About this exercise. In the entries below, how many lines contain the string "accent"? Respond with the number only.

Saved data entries
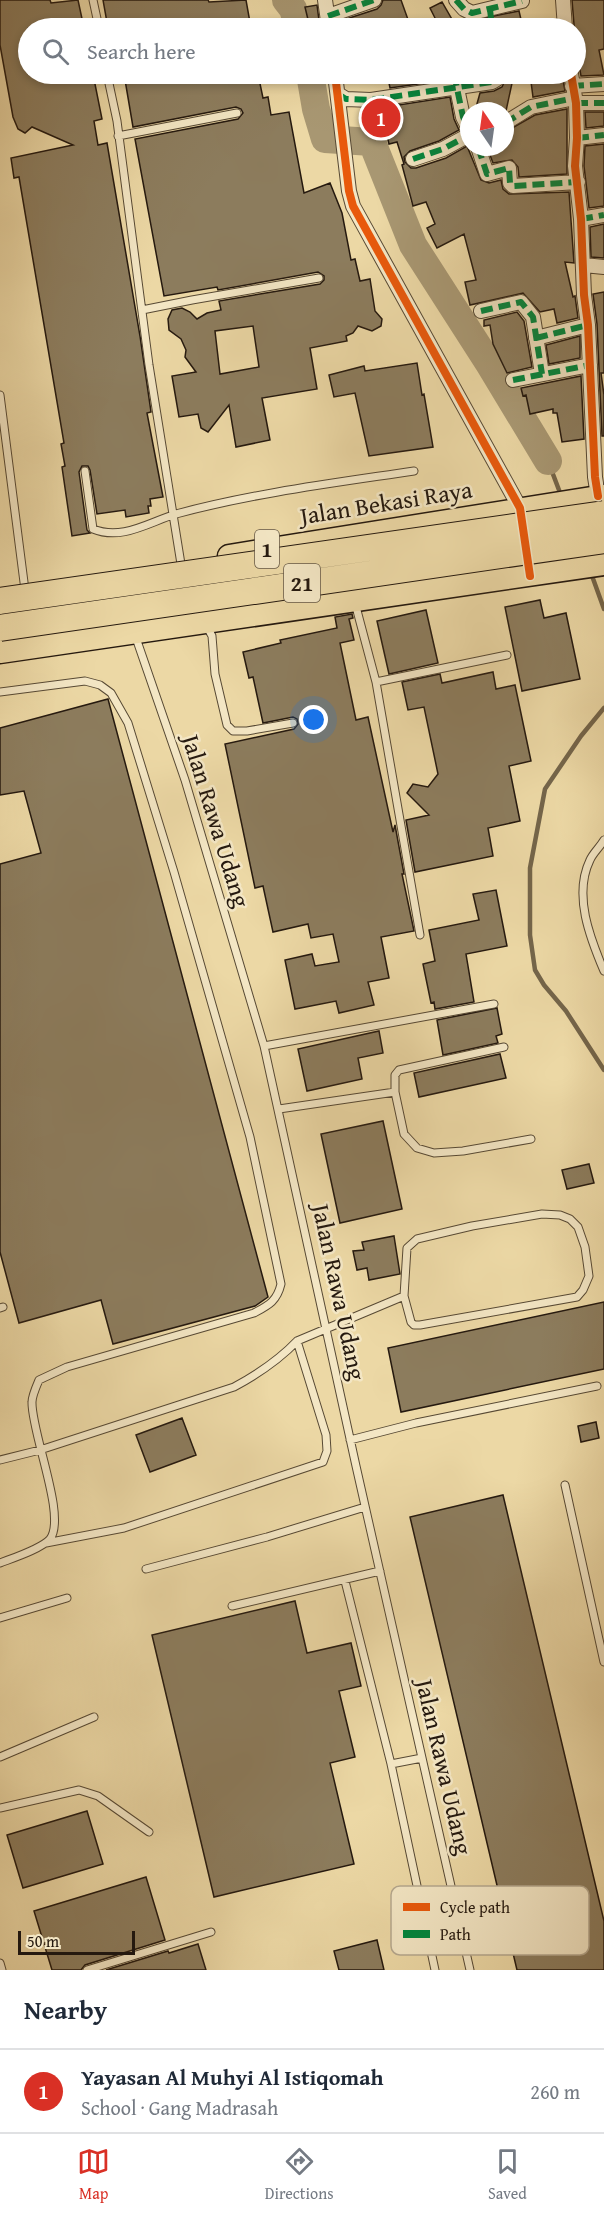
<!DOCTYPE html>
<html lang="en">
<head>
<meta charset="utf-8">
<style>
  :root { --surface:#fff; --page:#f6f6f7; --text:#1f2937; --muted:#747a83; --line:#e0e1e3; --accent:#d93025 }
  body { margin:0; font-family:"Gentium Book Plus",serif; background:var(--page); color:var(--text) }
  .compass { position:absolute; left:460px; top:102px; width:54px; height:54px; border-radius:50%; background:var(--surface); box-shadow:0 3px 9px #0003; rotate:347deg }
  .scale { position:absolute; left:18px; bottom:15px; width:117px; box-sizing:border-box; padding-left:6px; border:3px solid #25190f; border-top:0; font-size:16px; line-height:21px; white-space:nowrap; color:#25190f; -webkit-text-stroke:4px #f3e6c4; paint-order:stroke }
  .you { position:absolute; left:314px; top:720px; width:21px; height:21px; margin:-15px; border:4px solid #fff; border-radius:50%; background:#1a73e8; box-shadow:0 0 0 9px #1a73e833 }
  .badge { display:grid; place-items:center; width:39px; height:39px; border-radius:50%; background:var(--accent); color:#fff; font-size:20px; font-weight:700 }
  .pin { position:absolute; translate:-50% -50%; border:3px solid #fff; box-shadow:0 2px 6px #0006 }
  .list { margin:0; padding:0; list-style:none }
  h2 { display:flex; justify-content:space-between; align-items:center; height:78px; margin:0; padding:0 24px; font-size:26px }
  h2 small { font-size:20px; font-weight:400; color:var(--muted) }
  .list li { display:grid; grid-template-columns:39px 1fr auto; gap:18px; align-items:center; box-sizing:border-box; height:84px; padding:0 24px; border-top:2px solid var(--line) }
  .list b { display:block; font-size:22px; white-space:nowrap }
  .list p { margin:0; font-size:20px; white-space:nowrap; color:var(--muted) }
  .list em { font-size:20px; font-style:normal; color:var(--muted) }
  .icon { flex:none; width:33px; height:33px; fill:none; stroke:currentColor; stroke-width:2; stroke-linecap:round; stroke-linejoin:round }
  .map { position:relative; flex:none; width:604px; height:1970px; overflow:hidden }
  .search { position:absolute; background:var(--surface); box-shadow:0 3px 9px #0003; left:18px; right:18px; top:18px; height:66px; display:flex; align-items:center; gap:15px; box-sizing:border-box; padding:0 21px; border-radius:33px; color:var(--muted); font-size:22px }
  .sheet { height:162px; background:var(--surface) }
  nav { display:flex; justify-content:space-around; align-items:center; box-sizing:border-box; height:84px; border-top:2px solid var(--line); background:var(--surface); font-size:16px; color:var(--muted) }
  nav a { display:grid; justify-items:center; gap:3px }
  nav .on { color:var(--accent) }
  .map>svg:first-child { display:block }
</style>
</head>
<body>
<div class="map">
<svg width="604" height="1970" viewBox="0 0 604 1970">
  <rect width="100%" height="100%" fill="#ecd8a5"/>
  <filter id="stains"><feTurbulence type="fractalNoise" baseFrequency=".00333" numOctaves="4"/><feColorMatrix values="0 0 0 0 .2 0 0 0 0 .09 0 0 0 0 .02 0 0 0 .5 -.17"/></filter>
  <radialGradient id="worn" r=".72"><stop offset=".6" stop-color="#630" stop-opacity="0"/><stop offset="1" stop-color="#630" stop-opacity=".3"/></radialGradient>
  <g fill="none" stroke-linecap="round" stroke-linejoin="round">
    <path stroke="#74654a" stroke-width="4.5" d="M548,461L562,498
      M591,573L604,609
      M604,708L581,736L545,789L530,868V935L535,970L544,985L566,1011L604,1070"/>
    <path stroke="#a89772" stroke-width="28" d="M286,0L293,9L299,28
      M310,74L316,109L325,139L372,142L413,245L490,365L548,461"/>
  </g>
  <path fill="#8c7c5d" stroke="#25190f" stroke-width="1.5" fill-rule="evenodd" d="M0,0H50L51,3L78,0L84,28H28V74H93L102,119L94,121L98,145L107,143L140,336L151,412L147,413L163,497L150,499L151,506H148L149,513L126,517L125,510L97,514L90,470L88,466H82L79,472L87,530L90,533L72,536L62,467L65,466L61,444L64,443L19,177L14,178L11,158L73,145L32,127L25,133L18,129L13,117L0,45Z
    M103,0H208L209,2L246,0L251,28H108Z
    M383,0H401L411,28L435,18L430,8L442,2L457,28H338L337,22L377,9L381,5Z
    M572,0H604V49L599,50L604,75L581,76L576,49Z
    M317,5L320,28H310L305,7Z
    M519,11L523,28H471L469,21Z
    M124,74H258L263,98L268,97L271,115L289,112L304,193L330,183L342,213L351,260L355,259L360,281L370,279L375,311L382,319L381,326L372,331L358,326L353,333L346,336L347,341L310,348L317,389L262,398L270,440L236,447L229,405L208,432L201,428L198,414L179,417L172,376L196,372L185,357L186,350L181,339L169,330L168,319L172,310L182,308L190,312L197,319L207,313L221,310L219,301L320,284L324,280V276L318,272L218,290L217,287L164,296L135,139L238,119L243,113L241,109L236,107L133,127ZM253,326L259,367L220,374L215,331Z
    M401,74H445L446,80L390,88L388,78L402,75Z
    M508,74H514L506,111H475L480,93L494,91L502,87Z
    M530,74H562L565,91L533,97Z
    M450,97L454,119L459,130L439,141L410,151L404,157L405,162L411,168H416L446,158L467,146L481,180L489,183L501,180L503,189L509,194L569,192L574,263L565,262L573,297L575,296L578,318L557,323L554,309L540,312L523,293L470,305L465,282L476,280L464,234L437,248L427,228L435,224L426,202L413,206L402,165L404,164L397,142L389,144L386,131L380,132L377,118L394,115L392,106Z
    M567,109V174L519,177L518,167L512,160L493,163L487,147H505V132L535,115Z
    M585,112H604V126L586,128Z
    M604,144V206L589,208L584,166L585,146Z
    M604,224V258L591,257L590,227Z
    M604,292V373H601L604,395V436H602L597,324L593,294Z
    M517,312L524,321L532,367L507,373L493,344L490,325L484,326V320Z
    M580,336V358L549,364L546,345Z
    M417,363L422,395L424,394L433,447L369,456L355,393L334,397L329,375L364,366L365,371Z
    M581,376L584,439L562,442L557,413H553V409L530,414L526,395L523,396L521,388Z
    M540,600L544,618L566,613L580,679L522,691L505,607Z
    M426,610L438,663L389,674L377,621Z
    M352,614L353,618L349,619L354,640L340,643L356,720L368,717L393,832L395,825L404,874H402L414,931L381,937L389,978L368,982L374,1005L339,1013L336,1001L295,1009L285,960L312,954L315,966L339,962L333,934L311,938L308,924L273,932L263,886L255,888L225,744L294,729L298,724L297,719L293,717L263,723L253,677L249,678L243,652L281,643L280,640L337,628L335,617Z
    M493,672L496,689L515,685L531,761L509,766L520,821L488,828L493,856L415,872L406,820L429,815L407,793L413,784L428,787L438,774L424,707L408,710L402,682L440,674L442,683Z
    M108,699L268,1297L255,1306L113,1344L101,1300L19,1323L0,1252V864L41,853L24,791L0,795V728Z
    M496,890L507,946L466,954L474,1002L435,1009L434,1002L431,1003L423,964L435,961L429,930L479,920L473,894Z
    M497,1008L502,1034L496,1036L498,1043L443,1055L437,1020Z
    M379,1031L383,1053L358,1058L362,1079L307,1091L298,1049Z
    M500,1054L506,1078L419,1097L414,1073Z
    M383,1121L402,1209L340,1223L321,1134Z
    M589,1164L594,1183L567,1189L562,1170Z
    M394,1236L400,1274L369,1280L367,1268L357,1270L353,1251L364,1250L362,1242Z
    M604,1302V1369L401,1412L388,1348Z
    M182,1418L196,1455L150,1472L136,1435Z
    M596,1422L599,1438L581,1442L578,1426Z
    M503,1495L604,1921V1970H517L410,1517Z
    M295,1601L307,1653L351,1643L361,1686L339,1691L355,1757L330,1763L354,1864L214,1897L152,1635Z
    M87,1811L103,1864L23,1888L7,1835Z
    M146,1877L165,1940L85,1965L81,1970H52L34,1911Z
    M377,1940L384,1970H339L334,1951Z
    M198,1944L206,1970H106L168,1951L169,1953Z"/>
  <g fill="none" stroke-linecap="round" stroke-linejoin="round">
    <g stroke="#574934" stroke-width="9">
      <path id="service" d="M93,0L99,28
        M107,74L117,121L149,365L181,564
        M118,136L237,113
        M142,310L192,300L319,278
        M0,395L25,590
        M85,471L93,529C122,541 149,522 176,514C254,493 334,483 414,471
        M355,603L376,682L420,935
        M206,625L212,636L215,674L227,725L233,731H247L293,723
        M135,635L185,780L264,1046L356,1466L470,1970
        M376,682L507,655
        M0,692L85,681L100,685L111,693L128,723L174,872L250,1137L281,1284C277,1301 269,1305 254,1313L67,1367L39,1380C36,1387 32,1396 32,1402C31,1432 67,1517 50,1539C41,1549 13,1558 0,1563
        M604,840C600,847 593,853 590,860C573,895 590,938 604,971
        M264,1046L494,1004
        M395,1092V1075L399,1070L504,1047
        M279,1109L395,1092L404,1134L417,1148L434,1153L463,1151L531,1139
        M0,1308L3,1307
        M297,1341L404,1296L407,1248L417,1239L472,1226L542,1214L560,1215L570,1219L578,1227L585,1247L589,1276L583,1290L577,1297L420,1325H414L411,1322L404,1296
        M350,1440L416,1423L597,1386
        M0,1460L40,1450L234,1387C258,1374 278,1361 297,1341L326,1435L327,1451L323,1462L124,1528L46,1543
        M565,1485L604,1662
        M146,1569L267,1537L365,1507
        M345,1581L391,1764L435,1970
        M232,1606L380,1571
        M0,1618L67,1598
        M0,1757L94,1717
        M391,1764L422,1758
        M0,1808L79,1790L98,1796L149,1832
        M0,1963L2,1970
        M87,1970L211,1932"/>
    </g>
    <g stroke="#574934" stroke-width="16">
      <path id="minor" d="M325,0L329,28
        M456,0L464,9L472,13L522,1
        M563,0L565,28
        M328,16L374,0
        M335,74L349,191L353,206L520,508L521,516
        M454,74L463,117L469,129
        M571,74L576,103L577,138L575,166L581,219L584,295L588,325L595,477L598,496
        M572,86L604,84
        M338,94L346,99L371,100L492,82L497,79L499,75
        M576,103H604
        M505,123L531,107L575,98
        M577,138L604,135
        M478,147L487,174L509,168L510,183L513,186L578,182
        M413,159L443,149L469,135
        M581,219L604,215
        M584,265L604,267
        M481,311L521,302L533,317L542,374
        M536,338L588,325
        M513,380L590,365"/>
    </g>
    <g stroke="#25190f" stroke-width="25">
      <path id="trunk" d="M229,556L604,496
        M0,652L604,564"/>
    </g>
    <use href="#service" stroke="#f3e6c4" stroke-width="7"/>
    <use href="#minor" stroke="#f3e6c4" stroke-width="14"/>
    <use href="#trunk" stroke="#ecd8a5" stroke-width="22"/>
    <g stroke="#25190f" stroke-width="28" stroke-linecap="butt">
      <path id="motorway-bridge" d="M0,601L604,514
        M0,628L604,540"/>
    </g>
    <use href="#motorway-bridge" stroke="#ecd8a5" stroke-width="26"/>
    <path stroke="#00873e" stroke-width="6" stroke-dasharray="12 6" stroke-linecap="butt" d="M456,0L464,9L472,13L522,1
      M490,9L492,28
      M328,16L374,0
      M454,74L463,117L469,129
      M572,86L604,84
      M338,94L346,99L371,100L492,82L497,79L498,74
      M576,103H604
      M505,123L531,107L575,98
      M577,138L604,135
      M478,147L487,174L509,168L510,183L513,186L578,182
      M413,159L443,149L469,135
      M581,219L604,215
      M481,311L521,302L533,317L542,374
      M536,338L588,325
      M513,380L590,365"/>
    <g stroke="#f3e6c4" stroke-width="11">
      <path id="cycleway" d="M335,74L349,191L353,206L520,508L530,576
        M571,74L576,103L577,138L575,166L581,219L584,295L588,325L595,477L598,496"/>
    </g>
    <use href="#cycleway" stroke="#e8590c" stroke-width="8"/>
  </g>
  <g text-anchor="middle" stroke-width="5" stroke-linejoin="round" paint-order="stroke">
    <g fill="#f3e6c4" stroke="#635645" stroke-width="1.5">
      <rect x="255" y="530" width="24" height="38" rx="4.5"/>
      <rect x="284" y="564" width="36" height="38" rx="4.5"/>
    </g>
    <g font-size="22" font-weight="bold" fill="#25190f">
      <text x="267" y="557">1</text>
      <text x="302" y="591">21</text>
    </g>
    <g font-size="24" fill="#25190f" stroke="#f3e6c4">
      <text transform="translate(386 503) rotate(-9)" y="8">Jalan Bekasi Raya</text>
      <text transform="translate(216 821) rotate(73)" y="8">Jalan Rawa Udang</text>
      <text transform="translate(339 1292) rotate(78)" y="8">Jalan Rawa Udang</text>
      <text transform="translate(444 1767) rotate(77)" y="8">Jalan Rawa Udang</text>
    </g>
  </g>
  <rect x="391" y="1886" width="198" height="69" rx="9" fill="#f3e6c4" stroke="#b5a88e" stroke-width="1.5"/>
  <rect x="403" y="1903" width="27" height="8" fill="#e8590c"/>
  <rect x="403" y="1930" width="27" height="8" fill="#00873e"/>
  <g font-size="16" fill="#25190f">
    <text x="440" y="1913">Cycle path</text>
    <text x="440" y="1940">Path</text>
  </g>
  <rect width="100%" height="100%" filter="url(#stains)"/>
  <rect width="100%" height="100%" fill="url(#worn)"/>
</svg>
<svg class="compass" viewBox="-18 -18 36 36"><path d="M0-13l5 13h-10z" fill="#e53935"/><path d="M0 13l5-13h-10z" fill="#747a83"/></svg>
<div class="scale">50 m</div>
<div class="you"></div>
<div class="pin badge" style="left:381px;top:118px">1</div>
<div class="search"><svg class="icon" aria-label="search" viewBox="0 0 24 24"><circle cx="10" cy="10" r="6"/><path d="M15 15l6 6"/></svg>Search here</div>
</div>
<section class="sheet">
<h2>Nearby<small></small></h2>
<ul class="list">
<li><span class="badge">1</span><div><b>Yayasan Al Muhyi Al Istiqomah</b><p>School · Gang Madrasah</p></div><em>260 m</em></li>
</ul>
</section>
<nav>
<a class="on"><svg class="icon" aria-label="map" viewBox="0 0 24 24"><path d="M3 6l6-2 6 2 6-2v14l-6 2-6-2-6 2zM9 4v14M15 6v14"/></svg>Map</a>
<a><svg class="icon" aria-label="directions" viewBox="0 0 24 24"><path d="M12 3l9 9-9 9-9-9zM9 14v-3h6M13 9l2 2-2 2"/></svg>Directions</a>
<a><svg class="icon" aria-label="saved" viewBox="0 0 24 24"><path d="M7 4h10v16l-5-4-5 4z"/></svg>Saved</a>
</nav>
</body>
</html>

Solution to the exercise. 3